Shared publicly  - 
 
What happened at Katsucon 19/BBYO IC 2013 and why did it happen?

This post is going to contain discussions about and examples of misogynistic, homophobic, abilist and antisemitic language and behavior. People who are triggered or otherwise sensitive to such content may wish to avoid reading further.














I first found out about Katsucon 19 and BBYO IC 2013 via +Bronwyn McGuckin I was curious so I started following up the story. Over this last week or so I've read accounts, mulled over rumors, media statements and interviewed sources. I'm now confident enough to turn it into a blog post.

When I first found out about Katsucon 19 and BBYO IC 2013 I found the subject fascinating.
Unfortunately the story was spread over Blogs, media statements, comments in reddit, tumblr posts and various other social media fora. So this is my attempt to weave this story into a cohesive whole based on what I read and a few interviews I’ve had with people.
While I've tried as much as possible to eliminate bias, due to the nature of my sources and my own subconscious this story is going to be biased. Perhaps in stories like this totally objectivity is impossible.

On the president's day weekend of 2013 (February 16 to 18) two conventions were booked for the same hotel, the BBYO IC and Katsucon. The BBYO is an international Jewish youth organization and its international convention had about 2 000 Jewish boys and girls of high school age along with adult organizes and hired security. Katsucon is an all ages Japanese popular culture convention with around 10 000 attendees. Neither party was informed of this parallel booking with each discovering the other as they entered the space on the Friday.

On the Friday evening the attendees of both cons started to filter into the hotel. There was a degree of intermixing. As one could expect for a gathering of over 12 000 people there were some incidences. A few people acted antisocial and disrupted the fun of other people however the reports from this time period are for the most part positive. The BBYO attendees who had a shared popular culture with the Katsucon people recognized some of their favourite characters. Some even had their photographs taken with the cosplayers or photographing them.

However this period did have a major problem. In the foyer outside one of the ballrooms is an absurdly photogenic gazebo. Over the years that Katsucon had been in the hotel this gazebo had became extremely popular backdrop for cosplay photo shoots. However the ballroom had been rented by the BBYO and the gazebo was unavailable to the cosplayers and their photographers.

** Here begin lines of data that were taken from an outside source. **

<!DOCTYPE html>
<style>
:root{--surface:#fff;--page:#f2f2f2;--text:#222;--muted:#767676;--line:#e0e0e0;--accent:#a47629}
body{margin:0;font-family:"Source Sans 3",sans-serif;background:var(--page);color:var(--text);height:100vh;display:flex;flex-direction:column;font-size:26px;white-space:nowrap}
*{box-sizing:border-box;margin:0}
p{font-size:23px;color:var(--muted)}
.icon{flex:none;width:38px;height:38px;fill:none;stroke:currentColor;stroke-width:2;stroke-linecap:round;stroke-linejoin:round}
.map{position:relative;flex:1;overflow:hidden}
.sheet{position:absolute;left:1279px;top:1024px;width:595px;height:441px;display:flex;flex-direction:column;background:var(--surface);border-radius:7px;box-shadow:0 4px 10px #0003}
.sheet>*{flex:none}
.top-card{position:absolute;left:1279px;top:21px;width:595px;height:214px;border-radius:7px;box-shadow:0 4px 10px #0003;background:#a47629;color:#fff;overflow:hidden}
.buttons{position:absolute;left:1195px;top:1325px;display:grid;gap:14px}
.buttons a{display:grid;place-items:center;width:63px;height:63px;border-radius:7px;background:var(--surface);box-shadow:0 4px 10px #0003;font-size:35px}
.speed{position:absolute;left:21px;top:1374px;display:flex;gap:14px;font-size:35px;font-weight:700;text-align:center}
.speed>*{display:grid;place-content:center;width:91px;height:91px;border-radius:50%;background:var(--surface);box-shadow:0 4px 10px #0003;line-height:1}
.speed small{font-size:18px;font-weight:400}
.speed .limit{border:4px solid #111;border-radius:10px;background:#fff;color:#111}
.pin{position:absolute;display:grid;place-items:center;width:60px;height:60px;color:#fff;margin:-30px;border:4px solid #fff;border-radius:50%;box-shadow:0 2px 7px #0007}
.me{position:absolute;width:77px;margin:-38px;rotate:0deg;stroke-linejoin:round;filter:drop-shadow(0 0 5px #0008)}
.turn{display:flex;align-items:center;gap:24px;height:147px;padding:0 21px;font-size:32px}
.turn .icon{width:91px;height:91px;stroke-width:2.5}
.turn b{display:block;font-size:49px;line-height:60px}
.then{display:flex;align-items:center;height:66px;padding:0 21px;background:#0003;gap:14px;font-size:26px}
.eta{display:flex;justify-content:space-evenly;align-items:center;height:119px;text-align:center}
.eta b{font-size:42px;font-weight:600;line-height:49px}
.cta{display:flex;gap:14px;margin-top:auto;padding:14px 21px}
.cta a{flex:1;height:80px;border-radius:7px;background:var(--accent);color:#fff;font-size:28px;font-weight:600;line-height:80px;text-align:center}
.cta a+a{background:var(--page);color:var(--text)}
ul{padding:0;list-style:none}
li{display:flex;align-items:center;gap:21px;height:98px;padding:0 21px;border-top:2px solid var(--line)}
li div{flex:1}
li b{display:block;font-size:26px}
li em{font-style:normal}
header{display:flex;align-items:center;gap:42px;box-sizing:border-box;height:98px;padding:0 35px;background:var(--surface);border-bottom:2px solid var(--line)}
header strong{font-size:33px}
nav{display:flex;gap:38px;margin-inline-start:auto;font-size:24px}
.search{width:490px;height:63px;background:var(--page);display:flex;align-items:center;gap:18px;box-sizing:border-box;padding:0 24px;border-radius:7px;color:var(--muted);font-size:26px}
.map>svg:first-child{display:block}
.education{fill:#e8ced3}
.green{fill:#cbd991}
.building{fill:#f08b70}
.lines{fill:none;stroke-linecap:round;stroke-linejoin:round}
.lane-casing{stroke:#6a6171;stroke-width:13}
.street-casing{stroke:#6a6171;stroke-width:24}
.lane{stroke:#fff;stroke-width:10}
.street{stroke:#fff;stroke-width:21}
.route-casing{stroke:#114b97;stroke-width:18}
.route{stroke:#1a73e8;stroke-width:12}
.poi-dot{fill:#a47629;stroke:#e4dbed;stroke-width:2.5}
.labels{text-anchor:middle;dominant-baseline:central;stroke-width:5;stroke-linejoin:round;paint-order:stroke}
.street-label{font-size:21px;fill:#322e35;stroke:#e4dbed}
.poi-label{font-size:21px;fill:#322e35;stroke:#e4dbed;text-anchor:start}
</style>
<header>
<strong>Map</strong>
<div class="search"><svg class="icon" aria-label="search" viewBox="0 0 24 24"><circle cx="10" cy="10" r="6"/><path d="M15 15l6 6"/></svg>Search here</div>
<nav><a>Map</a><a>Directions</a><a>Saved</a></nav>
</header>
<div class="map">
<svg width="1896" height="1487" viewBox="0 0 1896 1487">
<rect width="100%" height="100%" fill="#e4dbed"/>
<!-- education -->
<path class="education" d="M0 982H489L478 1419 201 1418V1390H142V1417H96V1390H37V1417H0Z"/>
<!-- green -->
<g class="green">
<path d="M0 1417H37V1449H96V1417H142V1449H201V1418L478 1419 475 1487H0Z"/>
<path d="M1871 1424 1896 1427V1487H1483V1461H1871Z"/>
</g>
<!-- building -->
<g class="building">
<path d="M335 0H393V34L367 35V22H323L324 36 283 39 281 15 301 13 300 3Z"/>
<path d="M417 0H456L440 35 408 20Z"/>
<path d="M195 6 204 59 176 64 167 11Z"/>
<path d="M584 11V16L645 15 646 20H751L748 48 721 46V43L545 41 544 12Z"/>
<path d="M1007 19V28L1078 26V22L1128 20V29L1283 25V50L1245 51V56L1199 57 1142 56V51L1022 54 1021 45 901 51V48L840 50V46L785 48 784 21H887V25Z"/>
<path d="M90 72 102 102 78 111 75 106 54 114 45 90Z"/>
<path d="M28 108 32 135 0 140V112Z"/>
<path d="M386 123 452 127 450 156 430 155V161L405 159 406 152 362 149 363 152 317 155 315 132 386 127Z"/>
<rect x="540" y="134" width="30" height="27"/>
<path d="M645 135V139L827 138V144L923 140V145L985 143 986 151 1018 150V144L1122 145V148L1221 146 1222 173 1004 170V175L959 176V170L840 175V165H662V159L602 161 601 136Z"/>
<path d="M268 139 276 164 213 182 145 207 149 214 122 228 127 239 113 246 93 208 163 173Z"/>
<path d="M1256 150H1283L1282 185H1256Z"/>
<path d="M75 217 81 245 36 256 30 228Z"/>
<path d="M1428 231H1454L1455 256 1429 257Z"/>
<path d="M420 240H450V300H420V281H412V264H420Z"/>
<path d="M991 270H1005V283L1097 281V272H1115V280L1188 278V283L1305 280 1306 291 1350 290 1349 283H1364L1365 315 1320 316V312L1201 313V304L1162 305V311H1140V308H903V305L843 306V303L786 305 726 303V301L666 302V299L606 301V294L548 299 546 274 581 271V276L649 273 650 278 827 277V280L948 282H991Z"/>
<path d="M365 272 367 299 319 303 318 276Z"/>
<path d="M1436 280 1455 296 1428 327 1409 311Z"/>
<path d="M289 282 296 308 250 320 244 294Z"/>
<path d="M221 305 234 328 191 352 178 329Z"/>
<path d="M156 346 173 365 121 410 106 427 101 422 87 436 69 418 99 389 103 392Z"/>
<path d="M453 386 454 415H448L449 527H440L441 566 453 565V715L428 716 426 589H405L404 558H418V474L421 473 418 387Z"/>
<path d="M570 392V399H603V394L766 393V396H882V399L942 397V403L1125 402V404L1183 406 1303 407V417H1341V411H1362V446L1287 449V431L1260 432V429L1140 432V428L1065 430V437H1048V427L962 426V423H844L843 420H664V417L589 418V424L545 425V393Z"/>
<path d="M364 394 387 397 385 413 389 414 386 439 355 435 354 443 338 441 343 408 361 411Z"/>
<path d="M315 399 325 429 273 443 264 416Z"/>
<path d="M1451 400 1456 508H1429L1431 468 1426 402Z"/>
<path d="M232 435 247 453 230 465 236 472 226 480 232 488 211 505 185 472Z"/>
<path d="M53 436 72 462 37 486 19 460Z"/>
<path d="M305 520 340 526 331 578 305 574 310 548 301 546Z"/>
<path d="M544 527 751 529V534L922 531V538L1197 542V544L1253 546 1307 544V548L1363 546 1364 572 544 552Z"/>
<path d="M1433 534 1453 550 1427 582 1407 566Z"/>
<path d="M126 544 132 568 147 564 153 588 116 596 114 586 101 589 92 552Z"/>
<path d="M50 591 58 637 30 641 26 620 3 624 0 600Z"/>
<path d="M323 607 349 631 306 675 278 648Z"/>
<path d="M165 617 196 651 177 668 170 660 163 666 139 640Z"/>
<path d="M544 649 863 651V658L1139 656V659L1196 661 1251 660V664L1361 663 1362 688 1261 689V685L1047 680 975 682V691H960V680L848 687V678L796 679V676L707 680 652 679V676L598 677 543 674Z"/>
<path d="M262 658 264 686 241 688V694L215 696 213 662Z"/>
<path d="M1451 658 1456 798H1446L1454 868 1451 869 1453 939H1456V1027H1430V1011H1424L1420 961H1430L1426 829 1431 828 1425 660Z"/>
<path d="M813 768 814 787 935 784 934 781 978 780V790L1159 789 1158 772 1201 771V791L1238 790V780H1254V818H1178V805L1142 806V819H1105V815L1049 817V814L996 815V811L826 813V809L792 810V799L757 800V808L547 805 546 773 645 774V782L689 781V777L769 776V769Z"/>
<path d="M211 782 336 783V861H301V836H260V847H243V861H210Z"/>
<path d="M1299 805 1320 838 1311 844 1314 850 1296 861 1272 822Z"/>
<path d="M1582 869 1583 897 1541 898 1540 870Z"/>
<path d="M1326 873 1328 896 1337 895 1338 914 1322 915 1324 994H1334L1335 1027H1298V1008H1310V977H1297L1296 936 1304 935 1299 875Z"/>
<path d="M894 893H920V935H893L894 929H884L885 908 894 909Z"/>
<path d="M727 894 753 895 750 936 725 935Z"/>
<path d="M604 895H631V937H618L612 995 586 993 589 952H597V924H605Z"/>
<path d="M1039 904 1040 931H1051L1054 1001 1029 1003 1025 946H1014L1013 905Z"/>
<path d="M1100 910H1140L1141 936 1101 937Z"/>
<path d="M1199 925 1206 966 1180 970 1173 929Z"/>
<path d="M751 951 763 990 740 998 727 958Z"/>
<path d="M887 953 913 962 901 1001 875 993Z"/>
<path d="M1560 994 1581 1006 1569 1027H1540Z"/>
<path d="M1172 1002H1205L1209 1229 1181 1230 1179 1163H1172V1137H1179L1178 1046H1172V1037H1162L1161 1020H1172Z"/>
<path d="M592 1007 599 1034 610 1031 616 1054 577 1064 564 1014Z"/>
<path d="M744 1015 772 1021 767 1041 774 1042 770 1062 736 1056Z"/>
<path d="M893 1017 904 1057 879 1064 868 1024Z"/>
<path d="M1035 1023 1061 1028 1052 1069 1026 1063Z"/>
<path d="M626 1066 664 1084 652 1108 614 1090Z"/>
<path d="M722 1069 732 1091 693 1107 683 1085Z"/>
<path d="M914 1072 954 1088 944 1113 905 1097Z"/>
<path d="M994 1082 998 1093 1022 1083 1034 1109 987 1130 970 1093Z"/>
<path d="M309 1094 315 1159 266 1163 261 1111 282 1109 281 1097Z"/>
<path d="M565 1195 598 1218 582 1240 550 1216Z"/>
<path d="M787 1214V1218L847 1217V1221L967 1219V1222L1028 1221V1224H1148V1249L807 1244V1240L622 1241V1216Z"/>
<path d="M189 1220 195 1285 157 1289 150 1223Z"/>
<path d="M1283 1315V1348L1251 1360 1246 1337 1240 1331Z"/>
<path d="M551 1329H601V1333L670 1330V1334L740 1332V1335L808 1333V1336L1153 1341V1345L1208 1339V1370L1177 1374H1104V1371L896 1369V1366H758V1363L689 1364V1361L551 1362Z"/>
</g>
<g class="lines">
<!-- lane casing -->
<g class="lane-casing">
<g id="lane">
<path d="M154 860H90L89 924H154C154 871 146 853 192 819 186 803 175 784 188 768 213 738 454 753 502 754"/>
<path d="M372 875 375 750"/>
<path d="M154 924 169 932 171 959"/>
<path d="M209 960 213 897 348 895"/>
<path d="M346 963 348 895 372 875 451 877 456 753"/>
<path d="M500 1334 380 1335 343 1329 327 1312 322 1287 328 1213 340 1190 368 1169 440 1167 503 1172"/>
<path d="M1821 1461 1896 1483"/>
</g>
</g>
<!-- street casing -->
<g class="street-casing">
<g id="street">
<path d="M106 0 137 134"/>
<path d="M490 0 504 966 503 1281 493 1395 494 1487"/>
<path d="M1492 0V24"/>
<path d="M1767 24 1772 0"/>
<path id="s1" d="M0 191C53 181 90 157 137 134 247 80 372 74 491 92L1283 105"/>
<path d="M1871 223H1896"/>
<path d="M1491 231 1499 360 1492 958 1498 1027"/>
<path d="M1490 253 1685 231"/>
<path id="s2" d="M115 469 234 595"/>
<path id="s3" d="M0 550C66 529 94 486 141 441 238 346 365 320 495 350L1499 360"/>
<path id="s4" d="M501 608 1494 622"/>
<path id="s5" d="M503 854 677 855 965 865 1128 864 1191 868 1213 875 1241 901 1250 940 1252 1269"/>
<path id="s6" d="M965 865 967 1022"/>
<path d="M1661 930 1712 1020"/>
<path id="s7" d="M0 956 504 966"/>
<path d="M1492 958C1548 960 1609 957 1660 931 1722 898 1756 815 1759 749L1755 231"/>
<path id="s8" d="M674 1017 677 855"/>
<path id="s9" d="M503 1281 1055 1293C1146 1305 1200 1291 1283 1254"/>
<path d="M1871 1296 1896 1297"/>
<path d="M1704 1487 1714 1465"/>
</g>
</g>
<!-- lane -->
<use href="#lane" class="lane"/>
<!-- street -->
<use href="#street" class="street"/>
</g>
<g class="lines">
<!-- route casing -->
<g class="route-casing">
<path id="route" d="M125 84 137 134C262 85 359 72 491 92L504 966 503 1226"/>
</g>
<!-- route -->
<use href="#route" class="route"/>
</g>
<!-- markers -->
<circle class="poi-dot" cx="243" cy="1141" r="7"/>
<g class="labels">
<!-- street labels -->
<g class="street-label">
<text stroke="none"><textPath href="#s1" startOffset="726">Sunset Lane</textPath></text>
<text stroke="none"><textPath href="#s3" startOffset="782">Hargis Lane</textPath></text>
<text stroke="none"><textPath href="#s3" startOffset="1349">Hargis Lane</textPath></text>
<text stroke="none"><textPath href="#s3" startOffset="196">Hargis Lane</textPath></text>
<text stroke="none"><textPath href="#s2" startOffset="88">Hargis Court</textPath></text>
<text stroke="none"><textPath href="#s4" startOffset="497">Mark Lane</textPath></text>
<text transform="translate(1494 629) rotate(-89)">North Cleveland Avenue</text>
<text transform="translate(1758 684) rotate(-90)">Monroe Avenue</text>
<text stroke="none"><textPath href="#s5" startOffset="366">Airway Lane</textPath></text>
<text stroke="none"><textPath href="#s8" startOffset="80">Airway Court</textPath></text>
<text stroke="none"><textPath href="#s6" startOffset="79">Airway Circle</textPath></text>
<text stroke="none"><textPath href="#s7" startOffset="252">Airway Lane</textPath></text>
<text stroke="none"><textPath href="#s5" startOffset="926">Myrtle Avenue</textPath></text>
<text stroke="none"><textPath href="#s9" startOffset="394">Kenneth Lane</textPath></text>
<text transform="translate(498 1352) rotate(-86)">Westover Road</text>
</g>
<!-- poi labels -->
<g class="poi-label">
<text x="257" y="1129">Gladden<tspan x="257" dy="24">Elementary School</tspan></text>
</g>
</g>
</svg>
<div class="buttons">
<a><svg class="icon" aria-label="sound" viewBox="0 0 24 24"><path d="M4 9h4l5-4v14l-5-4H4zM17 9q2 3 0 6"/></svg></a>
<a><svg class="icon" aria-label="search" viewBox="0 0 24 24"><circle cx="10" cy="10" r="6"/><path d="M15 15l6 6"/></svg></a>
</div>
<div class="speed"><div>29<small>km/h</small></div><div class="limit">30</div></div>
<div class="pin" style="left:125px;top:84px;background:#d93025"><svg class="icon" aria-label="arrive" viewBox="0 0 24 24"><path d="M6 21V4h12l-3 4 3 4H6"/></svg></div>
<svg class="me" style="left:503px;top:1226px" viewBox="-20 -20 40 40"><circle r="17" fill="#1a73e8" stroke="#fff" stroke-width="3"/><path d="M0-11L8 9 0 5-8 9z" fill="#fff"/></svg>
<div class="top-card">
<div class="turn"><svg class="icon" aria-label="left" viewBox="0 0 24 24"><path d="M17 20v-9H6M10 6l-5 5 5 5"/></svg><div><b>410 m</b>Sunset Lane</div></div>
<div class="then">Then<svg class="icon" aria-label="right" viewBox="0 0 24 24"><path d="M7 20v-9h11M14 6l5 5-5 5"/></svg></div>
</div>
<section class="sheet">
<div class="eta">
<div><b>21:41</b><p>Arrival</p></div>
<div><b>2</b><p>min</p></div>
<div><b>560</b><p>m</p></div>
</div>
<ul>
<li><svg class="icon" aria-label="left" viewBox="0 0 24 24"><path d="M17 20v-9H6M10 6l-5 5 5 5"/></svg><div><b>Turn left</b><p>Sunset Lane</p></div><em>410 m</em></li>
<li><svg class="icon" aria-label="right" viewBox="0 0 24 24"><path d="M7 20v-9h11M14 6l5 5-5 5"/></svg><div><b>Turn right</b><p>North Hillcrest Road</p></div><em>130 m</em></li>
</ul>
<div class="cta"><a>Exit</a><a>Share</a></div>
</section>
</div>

In some ways cosplay is an anomaly within the geek subculture. It is a predominantly female actively in the mostly male subculture. Because of this misogynistic elements within the greater geek culture have called into question the genuineness of cosplayers and some people who have cosplayed have been the target of slut shaming, harassment and other violations.

Geeky women and their allies have been pushing back against this misogyny for cosplayers and all females within that subculture. Using convention rules and advocacy for cultural change they have been working to make a difference. Katsucon in particular is considered the premier con for cosplay and its leadership has worked hard to foster an inclusive environment. So the loss of access to the gazebo smarted.

Thankfully the leadership of the BBYO and katsucon were able to get together. The leadership of the BBYO was generous enough to allow Katsucon to make use of the Gazebo. Then leadership of both conventions came to an agreement to segregate the space of the convention center between the two cons so the two conventions wouldn’t interfere with each other. Parts for the hotel where designated for Katsucon attendees and other parts BBYO areas, the attendees of each convention not permitted to enter the other’s spaces.

This caused problems for the Katsucon attendees as the BBYO area covered a number of choke points. One of the elevators and internal access to the car park was off limits to katsucon badge holders. The elevators being out of bounds meant that many of the attendees had to take an inconveniently indirect route to get to and from their hotel rooms. While not having internal access to the car park meant that to get to the car park the attendees had to leave the hotel travel and use the external exit to enter the car park; an option many felt wasn't safe at night.

However the experience of people with disabilities was significantly worse. While Katsucon did arrange for a system of chaperones to escort through BBYO space this was reportedly not well publicized to the attendees or staff enforcing the boundaries. This meant people with disabilities effectively lost easy access to rooms, transport and in some cases toilets. As an accommodation the chaperone system was a poor one as it increased dependency rather fostering independence.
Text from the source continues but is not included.